Ler O Marido Malvado (Novel) – Capítulo 204 Online

O Duque Farbellini permaneceu parado como se seus sentidos o tivessem abandonado, uma expressão de absoluto espanto gravada em seu rosto. Isso não pode ser real. Isto deve ser algum pesadelo induzido pela febre. Queria reagir, esbofetear a si mesmo para voltar à realidade, mas seus membros não obedeciam. Não conseguia sentir um único resquício de força em seu corpo.
— Imperador… — sussurrou, a palavra dita pelos lábios do Arquiduque Erzet repetindo-se em sua mente como um mantra.

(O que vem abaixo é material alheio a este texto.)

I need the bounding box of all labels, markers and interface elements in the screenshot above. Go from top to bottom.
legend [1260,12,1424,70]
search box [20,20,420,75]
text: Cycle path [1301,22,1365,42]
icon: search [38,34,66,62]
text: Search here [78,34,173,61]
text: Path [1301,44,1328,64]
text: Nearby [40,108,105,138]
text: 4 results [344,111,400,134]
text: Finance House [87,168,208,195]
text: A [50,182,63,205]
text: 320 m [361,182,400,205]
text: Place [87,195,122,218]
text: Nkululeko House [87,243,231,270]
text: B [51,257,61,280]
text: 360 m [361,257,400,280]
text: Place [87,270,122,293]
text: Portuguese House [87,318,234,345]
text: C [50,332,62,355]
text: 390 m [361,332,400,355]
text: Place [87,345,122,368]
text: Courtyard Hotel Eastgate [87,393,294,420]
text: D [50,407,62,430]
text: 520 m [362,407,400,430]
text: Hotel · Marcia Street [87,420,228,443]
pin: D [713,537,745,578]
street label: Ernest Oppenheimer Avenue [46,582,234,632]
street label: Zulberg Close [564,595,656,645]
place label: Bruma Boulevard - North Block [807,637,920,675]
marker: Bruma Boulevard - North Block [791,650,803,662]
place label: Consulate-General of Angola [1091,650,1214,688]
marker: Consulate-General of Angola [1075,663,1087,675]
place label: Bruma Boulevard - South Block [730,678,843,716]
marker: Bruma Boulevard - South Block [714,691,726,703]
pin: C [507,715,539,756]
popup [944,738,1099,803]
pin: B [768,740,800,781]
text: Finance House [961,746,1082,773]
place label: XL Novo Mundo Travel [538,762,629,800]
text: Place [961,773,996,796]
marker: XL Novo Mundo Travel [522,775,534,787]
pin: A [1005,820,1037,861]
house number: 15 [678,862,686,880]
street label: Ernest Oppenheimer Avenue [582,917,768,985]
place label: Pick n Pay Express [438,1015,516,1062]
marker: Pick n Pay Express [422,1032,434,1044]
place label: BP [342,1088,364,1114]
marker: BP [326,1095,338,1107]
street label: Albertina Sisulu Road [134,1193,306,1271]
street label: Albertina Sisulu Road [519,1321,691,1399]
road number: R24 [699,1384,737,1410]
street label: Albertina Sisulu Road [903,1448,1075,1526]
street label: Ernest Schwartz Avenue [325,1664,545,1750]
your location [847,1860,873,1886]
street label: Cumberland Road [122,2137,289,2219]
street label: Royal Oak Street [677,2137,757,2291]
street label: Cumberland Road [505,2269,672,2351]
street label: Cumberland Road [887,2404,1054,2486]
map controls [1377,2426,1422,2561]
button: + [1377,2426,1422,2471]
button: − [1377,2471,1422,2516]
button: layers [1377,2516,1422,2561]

Os soldados entraram marchando, suas botas produzindo um trovão rítmico e ameaçador pelo terreno do palácio. Um jovem nobre, cuja mente finalmente processando a cena diante dele, gritou:
— Seu traidor…!
Aquele jovem era uma estrela em ascensão entre os anti-monarquistas, uma figura ambiciosa e eloquente. Mas sua fúria foi inútil.
BANG!
O disparo da pistola ecoou. O jovem nobre cambaleou e caiu, uma mancha carmesim se espalhando pelos degraus de mármore. Cesare nem sequer olhou para o homem. Seu olhar permaneceu voltado para frente, como se nada tivesse acontecido.
A mente do Duque girava. Ele estivera tão certo de sua vitória naquele dia. Claro, esperava algum tipo de retaliação do Arquiduque e havia se preparado para todas as possibilidades. Mas isto? Uma rebelião súbita e violenta no próprio dia do julgamento? Este não era o Arquiduque que conhecia. Era um homem completamente diferente.
‘Este não é o Erzet que estudei por anos. Este não é o homem que observei e contra o qual calculei por tanto tempo.’
O Duque olhou para o homem que um dia considerou previsível com um novo e aterrorizante receio.
Assim que os soldados avançaram implacavelmente para dentro do palácio, o próprio Imperador apareceu.
— Cesare!
Leone, o Imperador, parecia pálido como um cadáver. Alguns poucos cavaleiros o seguiam, mas sua expressão era de absoluto choque, como se jamais tivesse imaginado tal traição vinda de seu próprio sangue. Uma pistola tremia em sua mão. Ele apontou a arma para o irmão, sua voz falhando:
— Você… você fez isso comigo.
Os olhos azuis de Leone, turvos de angústia, fitavam o Arquiduque. Os últimos raios do pôr do sol desapareceram, apagando a intensidade das cores. Os cavaleiros do Arquiduque também levantaram suas pistolas, mas Cesare apenas fez um gesto para que baixassem as armas.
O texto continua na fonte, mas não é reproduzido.